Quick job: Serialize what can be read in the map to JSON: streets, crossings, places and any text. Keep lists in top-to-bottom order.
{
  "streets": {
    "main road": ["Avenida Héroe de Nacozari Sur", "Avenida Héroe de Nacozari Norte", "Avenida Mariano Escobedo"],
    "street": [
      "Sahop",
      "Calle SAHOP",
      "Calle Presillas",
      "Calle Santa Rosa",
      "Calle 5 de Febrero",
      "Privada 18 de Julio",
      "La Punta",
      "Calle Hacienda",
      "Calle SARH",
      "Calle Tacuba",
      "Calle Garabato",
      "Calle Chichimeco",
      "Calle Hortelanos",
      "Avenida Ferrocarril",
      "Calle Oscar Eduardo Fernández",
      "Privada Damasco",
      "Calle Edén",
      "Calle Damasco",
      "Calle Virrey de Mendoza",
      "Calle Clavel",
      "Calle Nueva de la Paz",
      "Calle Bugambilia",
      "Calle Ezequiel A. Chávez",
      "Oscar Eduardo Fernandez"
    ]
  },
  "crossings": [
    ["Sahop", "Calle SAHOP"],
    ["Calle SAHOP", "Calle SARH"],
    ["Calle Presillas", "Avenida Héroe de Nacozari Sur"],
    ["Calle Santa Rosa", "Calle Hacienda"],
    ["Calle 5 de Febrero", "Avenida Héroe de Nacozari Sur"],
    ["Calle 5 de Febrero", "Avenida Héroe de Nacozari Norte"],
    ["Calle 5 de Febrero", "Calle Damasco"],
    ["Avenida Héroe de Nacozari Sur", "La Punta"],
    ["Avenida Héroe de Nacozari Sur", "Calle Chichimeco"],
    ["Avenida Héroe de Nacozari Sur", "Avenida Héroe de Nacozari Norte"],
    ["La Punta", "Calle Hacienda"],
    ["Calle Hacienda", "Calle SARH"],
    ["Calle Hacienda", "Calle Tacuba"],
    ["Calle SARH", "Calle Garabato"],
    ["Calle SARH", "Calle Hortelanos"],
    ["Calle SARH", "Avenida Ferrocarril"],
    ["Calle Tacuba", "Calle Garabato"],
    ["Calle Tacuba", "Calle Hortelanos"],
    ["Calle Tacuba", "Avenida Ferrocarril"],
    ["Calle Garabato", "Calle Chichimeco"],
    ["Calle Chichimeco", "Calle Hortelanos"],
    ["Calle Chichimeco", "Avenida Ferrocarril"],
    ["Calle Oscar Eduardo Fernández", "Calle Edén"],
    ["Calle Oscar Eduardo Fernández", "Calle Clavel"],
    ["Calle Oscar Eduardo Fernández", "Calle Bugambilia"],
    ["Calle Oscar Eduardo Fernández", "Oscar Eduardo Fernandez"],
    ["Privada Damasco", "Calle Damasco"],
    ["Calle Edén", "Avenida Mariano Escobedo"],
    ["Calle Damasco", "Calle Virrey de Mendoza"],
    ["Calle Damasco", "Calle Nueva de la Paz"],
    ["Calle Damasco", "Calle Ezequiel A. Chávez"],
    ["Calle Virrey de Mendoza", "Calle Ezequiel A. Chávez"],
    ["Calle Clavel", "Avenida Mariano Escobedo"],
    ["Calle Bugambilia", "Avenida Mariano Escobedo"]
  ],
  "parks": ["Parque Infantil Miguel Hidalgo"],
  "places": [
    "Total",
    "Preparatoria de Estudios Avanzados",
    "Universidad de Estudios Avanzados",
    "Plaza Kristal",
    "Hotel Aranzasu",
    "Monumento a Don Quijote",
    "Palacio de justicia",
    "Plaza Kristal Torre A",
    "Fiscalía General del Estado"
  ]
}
-*-
WORK TO BE COMPLETED - Every line of the material should be transcribed without alteration.

ANSWER FOR THE TASK -
Quick job: Serialize what can be read in the map to JSON: streets, crossings, places and any text. Keep lists in top-to-bottom order.
{
  "streets": {
    "main road": ["Avenida Héroe de Nacozari Sur", "Avenida Héroe de Nacozari Norte", "Avenida Mariano Escobedo"],
    "street": [
      "Sahop",
      "Calle SAHOP",
      "Calle Presillas",
      "Calle Santa Rosa",
      "Calle 5 de Febrero",
      "Privada 18 de Julio",
      "La Punta",
      "Calle Hacienda",
      "Calle SARH",
      "Calle Tacuba",
      "Calle Garabato",
      "Calle Chichimeco",
      "Calle Hortelanos",
      "Avenida Ferrocarril",
      "Calle Oscar Eduardo Fernández",
      "Privada Damasco",
      "Calle Edén",
      "Calle Damasco",
      "Calle Virrey de Mendoza",
      "Calle Clavel",
      "Calle Nueva de la Paz",
      "Calle Bugambilia",
      "Calle Ezequiel A. Chávez",
      "Oscar Eduardo Fernandez"
    ]
  },
  "crossings": [
    ["Sahop", "Calle SAHOP"],
    ["Calle SAHOP", "Calle SARH"],
    ["Calle Presillas", "Avenida Héroe de Nacozari Sur"],
    ["Calle Santa Rosa", "Calle Hacienda"],
    ["Calle 5 de Febrero", "Avenida Héroe de Nacozari Sur"],
    ["Calle 5 de Febrero", "Avenida Héroe de Nacozari Norte"],
    ["Calle 5 de Febrero", "Calle Damasco"],
    ["Avenida Héroe de Nacozari Sur", "La Punta"],
    ["Avenida Héroe de Nacozari Sur", "Calle Chichimeco"],
    ["Avenida Héroe de Nacozari Sur", "Avenida Héroe de Nacozari Norte"],
    ["La Punta", "Calle Hacienda"],
    ["Calle Hacienda", "Calle SARH"],
    ["Calle Hacienda", "Calle Tacuba"],
    ["Calle SARH", "Calle Garabato"],
    ["Calle SARH", "Calle Hortelanos"],
    ["Calle SARH", "Avenida Ferrocarril"],
    ["Calle Tacuba", "Calle Garabato"],
    ["Calle Tacuba", "Calle Hortelanos"],
    ["Calle Tacuba", "Avenida Ferrocarril"],
    ["Calle Garabato", "Calle Chichimeco"],
    ["Calle Chichimeco", "Calle Hortelanos"],
    ["Calle Chichimeco", "Avenida Ferrocarril"],
    ["Calle Oscar Eduardo Fernández", "Calle Edén"],
    ["Calle Oscar Eduardo Fernández", "Calle Clavel"],
    ["Calle Oscar Eduardo Fernández", "Calle Bugambilia"],
    ["Calle Oscar Eduardo Fernández", "Oscar Eduardo Fernandez"],
    ["Privada Damasco", "Calle Damasco"],
    ["Calle Edén", "Avenida Mariano Escobedo"],
    ["Calle Damasco", "Calle Virrey de Mendoza"],
    ["Calle Damasco", "Calle Nueva de la Paz"],
    ["Calle Damasco", "Calle Ezequiel A. Chávez"],
    ["Calle Virrey de Mendoza", "Calle Ezequiel A. Chávez"],
    ["Calle Clavel", "Avenida Mariano Escobedo"],
    ["Calle Bugambilia", "Avenida Mariano Escobedo"]
  ],
  "parks": ["Parque Infantil Miguel Hidalgo"],
  "places": [
    "Total",
    "Preparatoria de Estudios Avanzados",
    "Universidad de Estudios Avanzados",
    "Plaza Kristal",
    "Hotel Aranzasu",
    "Monumento a Don Quijote",
    "Palacio de justicia",
    "Plaza Kristal Torre A",
    "Fiscalía General del Estado"
  ]
}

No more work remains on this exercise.